• _What the task requires_:
In the entries below, the word "controls" appears on some lines. Copy each of those lines.

(Saved data entries)
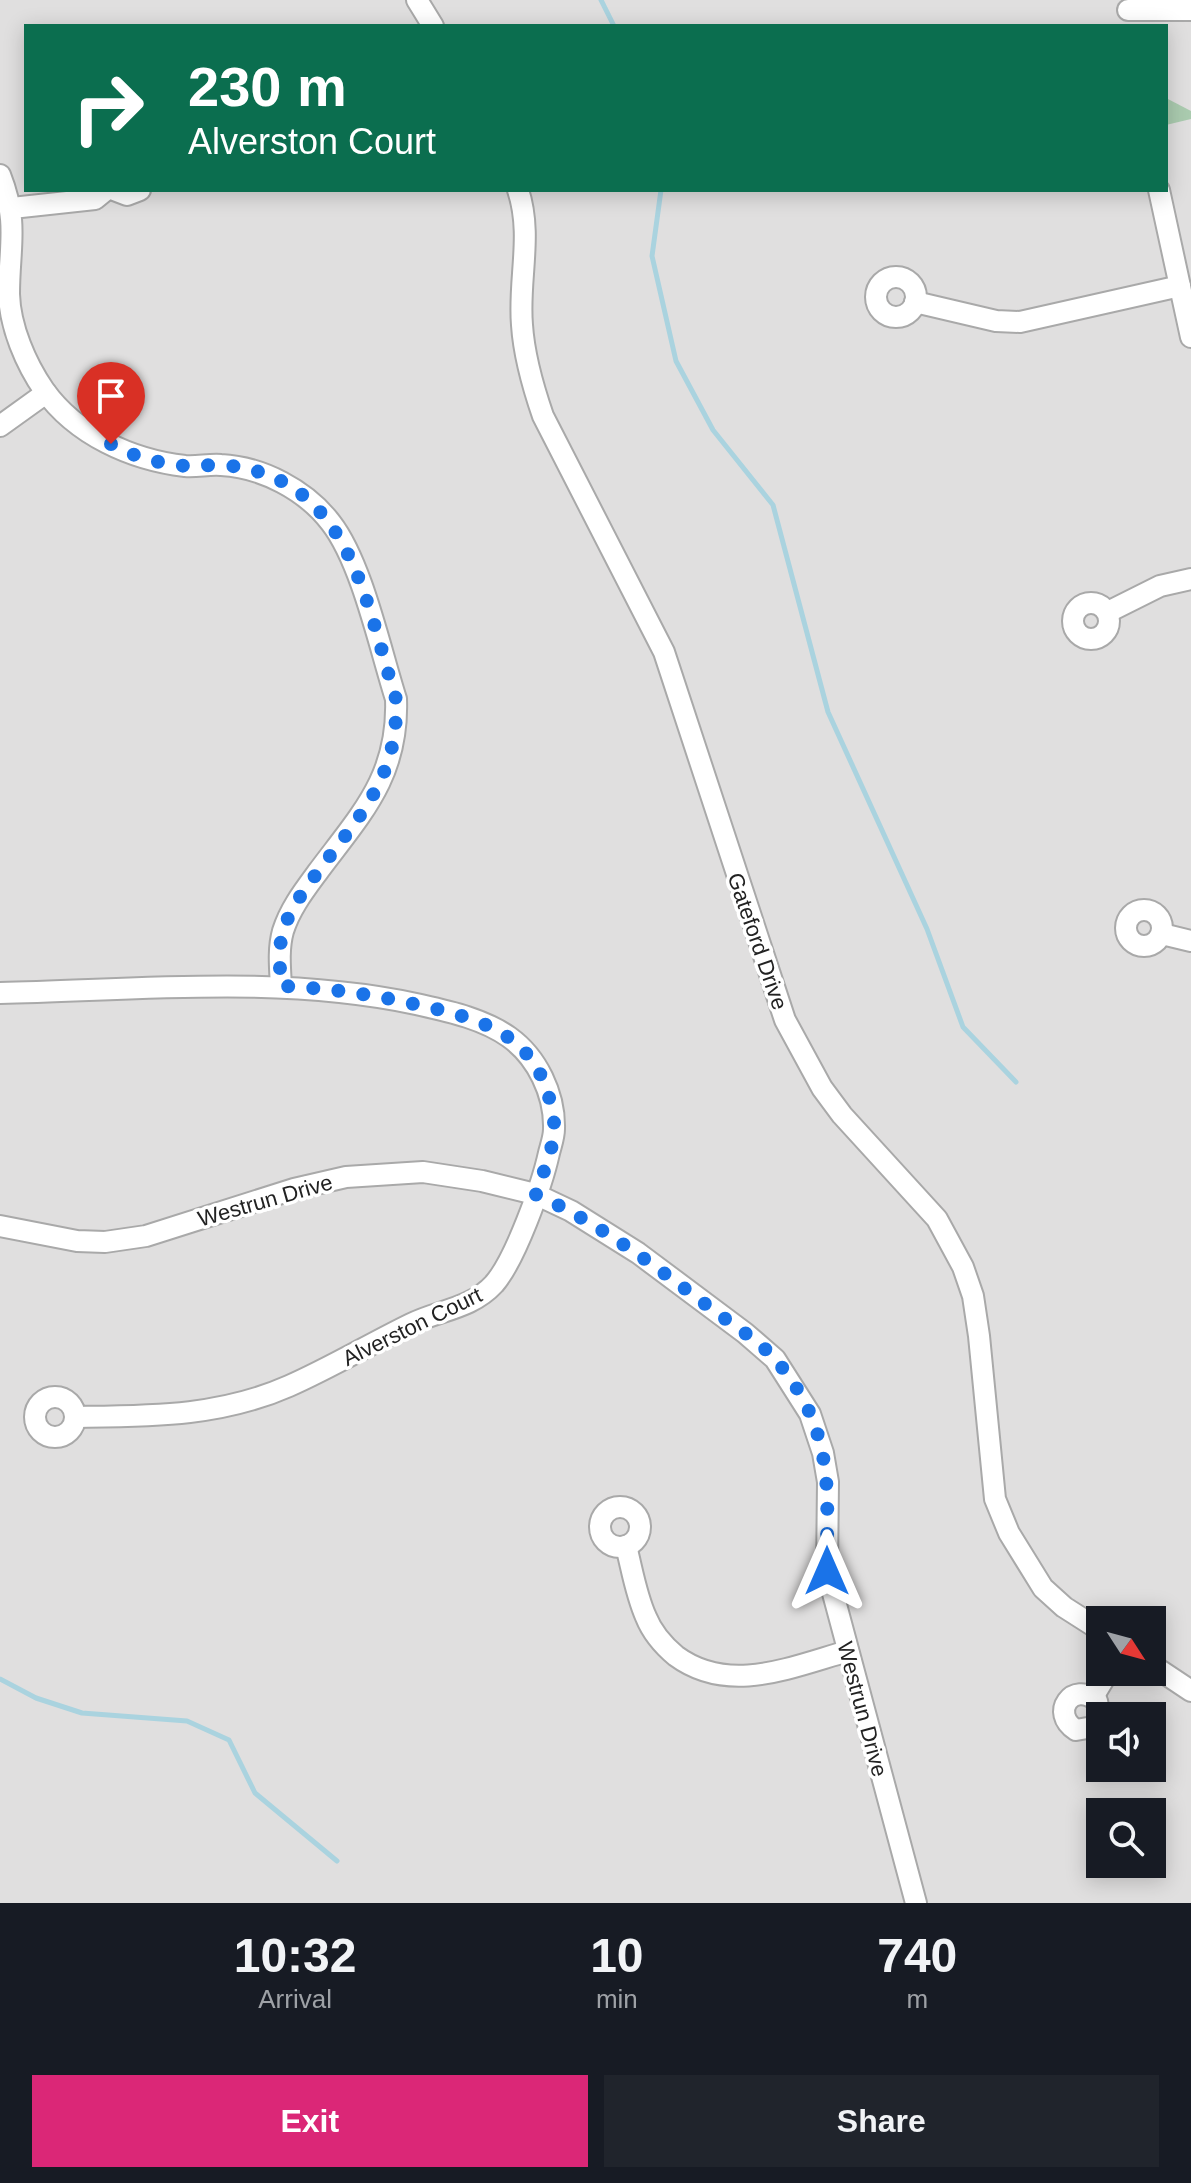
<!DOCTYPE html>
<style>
body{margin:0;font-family:Helvetica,sans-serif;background:#20242c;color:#f1f3f6;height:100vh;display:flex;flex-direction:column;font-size:30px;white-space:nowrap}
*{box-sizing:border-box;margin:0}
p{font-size:26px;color:#9ea1a6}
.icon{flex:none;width:44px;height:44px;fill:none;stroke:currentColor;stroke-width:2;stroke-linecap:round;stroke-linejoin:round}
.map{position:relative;height:1903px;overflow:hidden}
.panel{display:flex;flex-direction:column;background:#171b24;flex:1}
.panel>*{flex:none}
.top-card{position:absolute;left:24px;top:24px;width:1144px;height:168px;border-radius:0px;box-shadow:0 4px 20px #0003;background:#0b6e4f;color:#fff;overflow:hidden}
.needle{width:52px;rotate:126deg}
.controls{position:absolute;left:1086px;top:1606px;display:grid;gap:16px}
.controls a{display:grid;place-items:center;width:80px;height:80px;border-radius:0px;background:#171b24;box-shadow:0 4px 20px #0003;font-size:40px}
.pin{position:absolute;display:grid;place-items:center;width:68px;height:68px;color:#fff;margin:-82px -34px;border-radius:50% 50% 50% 0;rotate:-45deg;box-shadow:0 0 8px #0007}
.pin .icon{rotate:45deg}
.me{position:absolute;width:88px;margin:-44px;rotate:0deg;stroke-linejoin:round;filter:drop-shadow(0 0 6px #0008)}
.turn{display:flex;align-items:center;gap:28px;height:168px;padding:0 32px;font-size:36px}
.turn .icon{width:104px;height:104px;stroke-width:2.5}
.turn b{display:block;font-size:56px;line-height:68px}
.eta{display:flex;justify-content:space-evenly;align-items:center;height:136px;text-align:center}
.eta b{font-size:48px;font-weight:600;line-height:56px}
.cta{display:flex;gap:16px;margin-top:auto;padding:16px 32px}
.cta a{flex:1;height:92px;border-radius:0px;background:#db2777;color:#fff;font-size:32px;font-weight:600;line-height:92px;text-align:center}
.cta a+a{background:#20242c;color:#f1f3f6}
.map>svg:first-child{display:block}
</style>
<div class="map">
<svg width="1191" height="1903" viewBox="0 0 1191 1903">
<rect width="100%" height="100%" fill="#f2efe9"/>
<path fill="#e0dfdf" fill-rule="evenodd" d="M 0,0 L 1191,0 L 1191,1903 L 0,1903 ZM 26,26 L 1166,26 L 1166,190 L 26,190 ZM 1100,1620 L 1152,1620 L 1152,1672 L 1100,1672 ZM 1100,1716 L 1152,1716 L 1152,1768 L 1100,1768 ZM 1100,1812 L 1152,1812 L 1152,1864 L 1100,1864 Z"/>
<polygon fill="#aacbaf" points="1166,98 1191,111 1191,119 1166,125"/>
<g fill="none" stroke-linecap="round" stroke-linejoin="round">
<g stroke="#aad3df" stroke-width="5">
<polyline points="601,0 614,26"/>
<polyline points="661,190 652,256 676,361 713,430 773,505 828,712 927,929 963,1027 1016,1082"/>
<polyline points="0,1679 36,1698 82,1713 187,1721 229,1740 255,1793 337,1861"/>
</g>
<g stroke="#a9a9a9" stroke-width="24">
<g id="minor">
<polyline points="417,0 433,26"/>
<polyline points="1128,10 1191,10"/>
<path d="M 0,175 C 19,223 9,247 9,294 C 10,327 26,364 44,390 C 76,435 132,460 185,466 C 197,467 209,464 221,465 C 262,467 306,490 331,523 C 362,563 380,649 396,699 C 399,777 360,815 317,873 C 303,892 290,909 283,931 C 278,949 280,968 281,986"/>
<polyline points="114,190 127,195 140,190"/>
<path d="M 518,190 C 533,235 518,280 522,325 C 524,356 533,387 543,416 L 664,652 L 785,1020 L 822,1088 L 842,1115 L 937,1219 L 963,1267 L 973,1296 L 979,1336 L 995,1499 L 1009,1533 L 1043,1588 L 1064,1607 L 1100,1630"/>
<polyline points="1159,190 1191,337"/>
<polyline points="12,208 95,199 106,190"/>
<circle cx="896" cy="297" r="20"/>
<polyline points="915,302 996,321 1020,322 1180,286"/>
<polyline points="0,426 46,393"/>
<circle cx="1091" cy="621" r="18"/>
<polyline points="1108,612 1160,586 1191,579"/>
<circle cx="1144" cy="928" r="18"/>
<polyline points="1162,934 1191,941"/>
<path d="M 0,993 C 138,990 280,975 416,1004 C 447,1011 482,1018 509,1037 C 537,1057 555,1094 554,1129 C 554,1137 551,1145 549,1153 C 542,1185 515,1260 494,1284 C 471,1309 439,1310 411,1324 C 370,1344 330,1368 289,1386 C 219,1417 149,1416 75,1417"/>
<polyline points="0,1226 77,1241 105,1242 146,1236 294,1189 346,1177 423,1172 482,1181 535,1194 571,1211 638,1253 745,1333 775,1359 810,1414 823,1453 828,1482 827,1571 916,1903"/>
<circle cx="55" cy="1417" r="20"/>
<circle cx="620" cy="1527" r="20"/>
<path d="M 626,1546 C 632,1569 636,1595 646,1617 C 652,1632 664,1646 676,1656 C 729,1695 791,1667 848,1651"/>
<polyline points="1152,1665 1191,1691"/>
<polyline points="1093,1697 1108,1672"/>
<path d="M 1100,1717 L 1093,1727 L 1076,1730 C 1049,1713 1073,1680 1097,1701 L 1100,1716"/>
</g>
</g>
<use href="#minor" stroke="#fff" stroke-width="20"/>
</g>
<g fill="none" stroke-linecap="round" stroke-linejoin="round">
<path stroke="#1a73e8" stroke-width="14" stroke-dasharray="0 25.2" d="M 111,444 C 134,457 160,464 187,466 C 199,467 211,464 224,465 C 350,477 365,601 396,699 C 399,777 360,815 317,873 C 303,892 290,909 283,931 C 278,949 280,968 281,986 C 326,988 370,994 414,1004 C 469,1016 526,1029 546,1088 C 550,1100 555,1116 554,1130 C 553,1151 543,1174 535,1194 C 601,1224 656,1267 713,1310 C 734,1326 758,1340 775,1359 C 789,1375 803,1396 811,1416 C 833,1469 826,1515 827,1571"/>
</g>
<g text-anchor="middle" stroke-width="7" stroke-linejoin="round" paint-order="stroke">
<g font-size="22" fill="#222" stroke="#fff">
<text transform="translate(758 941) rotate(71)" y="8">Gateford Drive</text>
<text transform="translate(265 1200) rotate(-16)" y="8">Westrun Drive</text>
<text transform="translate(412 1326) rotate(-26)" y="8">Alverston Court</text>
<text transform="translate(863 1709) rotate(75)" y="8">Westrun Drive</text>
</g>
</g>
</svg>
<div class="controls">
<a><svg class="needle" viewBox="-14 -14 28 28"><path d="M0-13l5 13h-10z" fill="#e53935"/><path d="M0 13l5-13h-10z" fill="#9ea1a6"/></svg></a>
<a><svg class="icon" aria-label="sound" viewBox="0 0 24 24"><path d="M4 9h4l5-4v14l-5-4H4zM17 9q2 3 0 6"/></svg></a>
<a><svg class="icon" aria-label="search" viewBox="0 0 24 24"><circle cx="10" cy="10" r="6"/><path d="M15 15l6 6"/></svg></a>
</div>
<div class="pin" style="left:111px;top:444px;background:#d93025"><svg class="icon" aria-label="arrive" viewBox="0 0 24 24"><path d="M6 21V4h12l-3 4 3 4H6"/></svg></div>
<svg class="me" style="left:827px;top:1571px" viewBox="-20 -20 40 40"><path d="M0-17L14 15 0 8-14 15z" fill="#1a73e8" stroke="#fff" stroke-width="4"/></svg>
<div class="top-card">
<div class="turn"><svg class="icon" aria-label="right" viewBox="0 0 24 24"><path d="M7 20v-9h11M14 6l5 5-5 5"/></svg><div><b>230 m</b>Alverston Court</div></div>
</div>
</div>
<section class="panel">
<div class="eta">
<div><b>10:32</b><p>Arrival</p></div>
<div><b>10</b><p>min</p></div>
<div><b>740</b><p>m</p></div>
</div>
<div class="cta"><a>Exit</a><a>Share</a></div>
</section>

• _Reply_:
.controls{position:absolute;left:1086px;top:1606px;display:grid;gap:16px}
.controls a{display:grid;place-items:center;width:80px;height:80px;border-radius:0px;background:#171b24;box-shadow:0 4px 20px #0003;font-size:40px}
<div class="controls">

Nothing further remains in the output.